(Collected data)

-- -- --

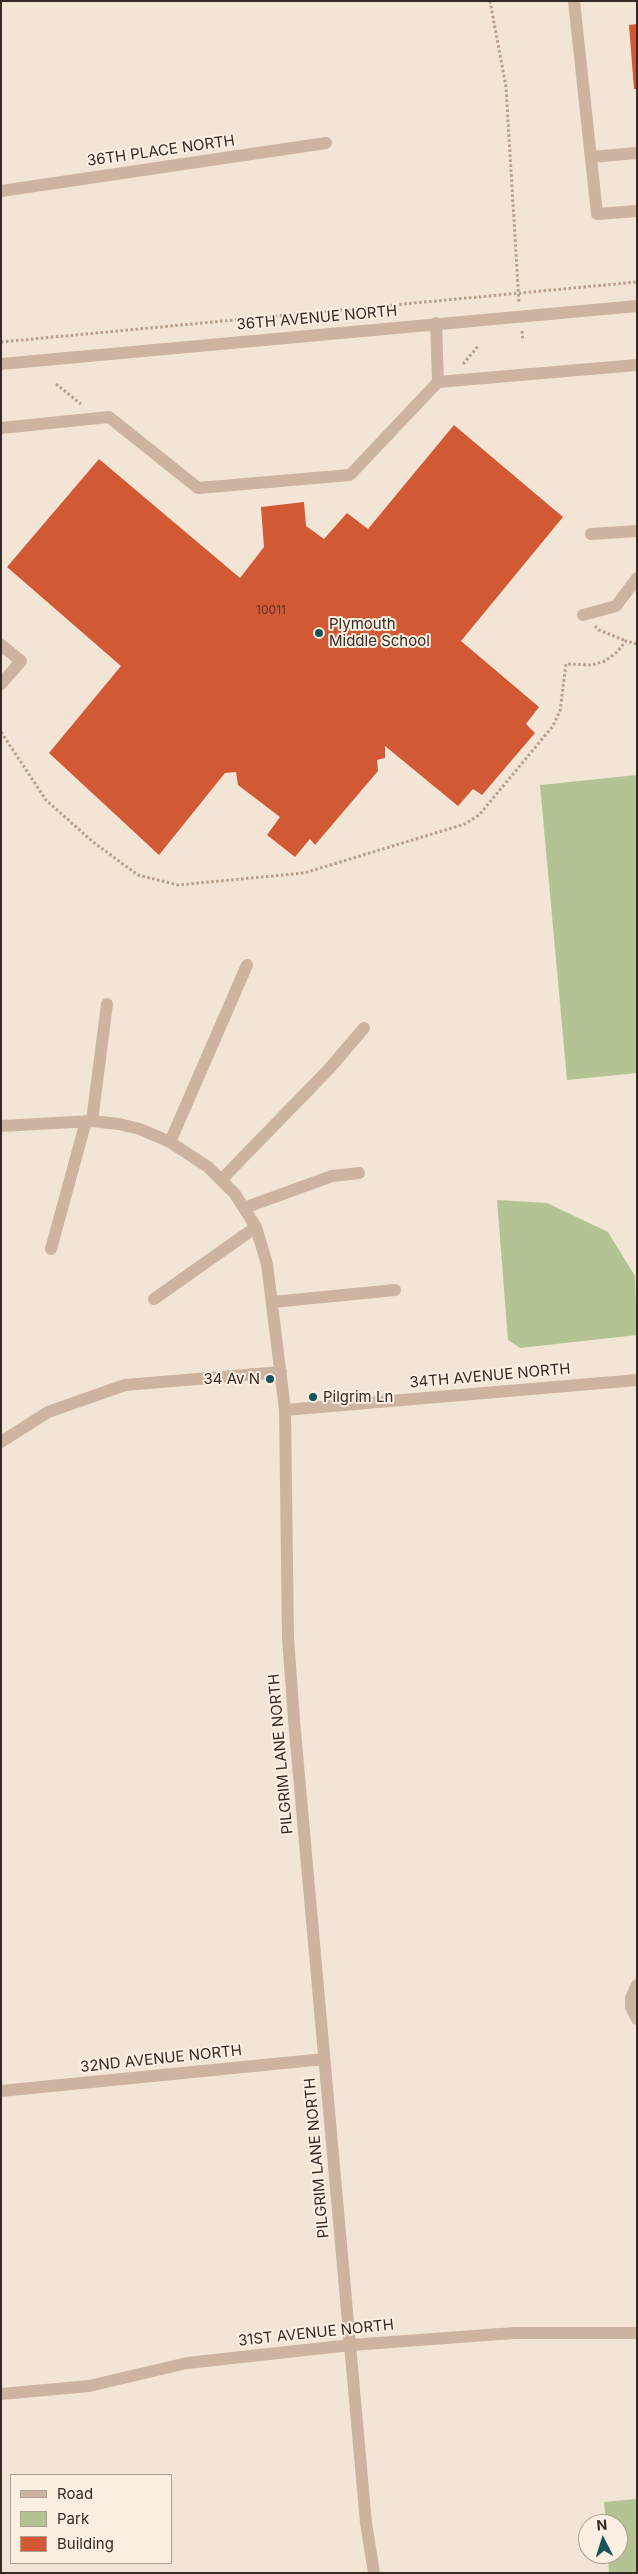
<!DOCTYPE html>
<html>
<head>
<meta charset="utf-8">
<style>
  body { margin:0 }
  #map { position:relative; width:638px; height:2574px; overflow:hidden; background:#f3e5d5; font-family:Inter,sans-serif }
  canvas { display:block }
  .frame { position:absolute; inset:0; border:2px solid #352924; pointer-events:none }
  .legend { position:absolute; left:10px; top:2474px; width:162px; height:90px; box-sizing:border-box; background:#fbefe1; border:1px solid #aca095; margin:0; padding:6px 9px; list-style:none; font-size:15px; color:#352924 }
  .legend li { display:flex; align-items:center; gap:10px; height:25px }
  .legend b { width:25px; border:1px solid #aca095 }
  .north { position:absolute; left:578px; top:2514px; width:50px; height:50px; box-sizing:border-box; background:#fbefe1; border:1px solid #aca095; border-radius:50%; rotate:355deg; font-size:14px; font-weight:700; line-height:20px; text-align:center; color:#352924 }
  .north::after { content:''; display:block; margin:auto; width:18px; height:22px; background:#165559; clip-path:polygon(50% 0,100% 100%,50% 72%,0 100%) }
</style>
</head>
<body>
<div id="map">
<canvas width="638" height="2574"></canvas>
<div class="frame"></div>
<ul class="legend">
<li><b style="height:6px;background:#ccb4a0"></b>Road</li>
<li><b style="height:14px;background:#b3c394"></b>Park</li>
<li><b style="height:14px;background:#d15a35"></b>Building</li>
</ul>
<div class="north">N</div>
</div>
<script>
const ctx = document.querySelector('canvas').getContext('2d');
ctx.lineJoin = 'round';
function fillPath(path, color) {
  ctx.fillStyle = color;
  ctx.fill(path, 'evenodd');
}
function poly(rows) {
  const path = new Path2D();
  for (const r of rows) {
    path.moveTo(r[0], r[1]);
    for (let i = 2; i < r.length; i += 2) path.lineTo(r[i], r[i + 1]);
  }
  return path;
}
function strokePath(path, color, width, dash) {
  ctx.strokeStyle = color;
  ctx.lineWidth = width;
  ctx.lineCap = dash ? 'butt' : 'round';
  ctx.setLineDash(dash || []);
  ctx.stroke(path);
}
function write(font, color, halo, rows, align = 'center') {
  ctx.font = font + ' Inter,sans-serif';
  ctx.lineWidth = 4;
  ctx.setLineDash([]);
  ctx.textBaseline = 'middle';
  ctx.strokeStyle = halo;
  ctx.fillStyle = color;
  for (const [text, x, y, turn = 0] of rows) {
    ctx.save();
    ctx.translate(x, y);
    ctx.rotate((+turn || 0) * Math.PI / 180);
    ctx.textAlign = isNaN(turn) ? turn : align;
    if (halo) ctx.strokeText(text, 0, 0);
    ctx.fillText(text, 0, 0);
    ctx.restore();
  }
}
const green = poly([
  [637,775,637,1073,567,1080,540,785],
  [497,1200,547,1203,608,1232,635,1276,637,1335,520,1348,508,1340],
  [637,2499,637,2573,609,2573,608,2554,618,2554,618,2524,606,2524,604,2502]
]);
const building = poly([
  [637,24,637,89,634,89,629,25],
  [454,425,563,517,461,641,539,707,526,724,535,733,482,795,473,789,458,806,385,746,385,758,377,760,378,771,315,845,310,839,295,857,267,835,280,817,238,785,236,772,225,773,159,855,49,753,121,666,7,567,99,459,240,578,264,547,261,507,304,502,306,526,324,539,347,513,368,529]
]);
const path = poly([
  [490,1,506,87,519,303],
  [522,331,523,341],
  [1,342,637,282],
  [463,364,479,345],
  [56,384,81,404],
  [595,626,599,630,626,641],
  [1,732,46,800,93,842,138,875,178,885,304,873,465,824,479,815,553,726,560,711,566,664,592,665,605,661,617,652,626,641,637,644]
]);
const minor = poly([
  [574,1,597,214,637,211],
  [591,157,637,153],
  [1,191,326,143],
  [436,323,438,382],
  [1,364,637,306],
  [1,428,109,417,198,488,350,475,438,382,637,365],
  [591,534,637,531],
  [583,615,616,606,637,578],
  [1,645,21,661,1,684],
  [92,1121,107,1004],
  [1,1126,92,1121,119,1124,140,1129,170,1142,208,1167,235,1194,256,1227,267,1264,285,1410,288,1638,294,1720,366,2523,374,2573],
  [170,1142,247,965],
  [221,1180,329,1069,364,1028],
  [244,1208,332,1176,359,1173],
  [51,1249,86,1121],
  [154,1299,256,1227],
  [273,1302,395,1290],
  [285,1410,637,1380],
  [1,1442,48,1412,125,1385,281,1372],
  [637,1985,631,1998,631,2007,637,2019],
  [1,2091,324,2059],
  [1,2394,89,2386,187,2363,351,2345,514,2333,637,2333]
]);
const markers = [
  [319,633,5,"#165559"],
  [270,1379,5,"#165559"],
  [313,1397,5,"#165559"]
];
const numberNames = [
  ["10011",271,610]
];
const streetNames = [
  ["36TH PLACE NORTH",161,151,-8],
  ["36TH AVENUE NORTH",317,318,-5],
  ["34TH AVENUE NORTH",490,1376,-5],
  ["PILGRIM LANE NORTH",281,1754,-95],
  ["32ND AVENUE NORTH",161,2059,-6],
  ["PILGRIM LANE NORTH",317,2158,-95],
  ["31ST AVENUE NORTH",316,2333,-6]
];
const poiNames = [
  ["Plymouth",329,624],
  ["Middle School",329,641],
  ["34 Av N",260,1379,"right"],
  ["Pilgrim Ln",323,1397]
];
fillPath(green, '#b3c394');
fillPath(building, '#d15a35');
strokePath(path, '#b79e8b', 3, [2.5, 2.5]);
strokePath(minor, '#ccb4a0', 12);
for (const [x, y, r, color] of markers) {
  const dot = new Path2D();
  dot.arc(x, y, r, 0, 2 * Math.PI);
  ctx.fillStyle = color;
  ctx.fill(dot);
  strokePath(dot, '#fbefe1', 2);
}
write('12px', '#5c3528', null, numberNames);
write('15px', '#352924', '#fbefe1', streetNames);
write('15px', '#352924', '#fbefe1', poiNames, 'left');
</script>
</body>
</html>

-- -- --

The expected output is every line of the records in which the string "strokeStyle" appears.

  ctx.strokeStyle = color;
  ctx.strokeStyle = halo;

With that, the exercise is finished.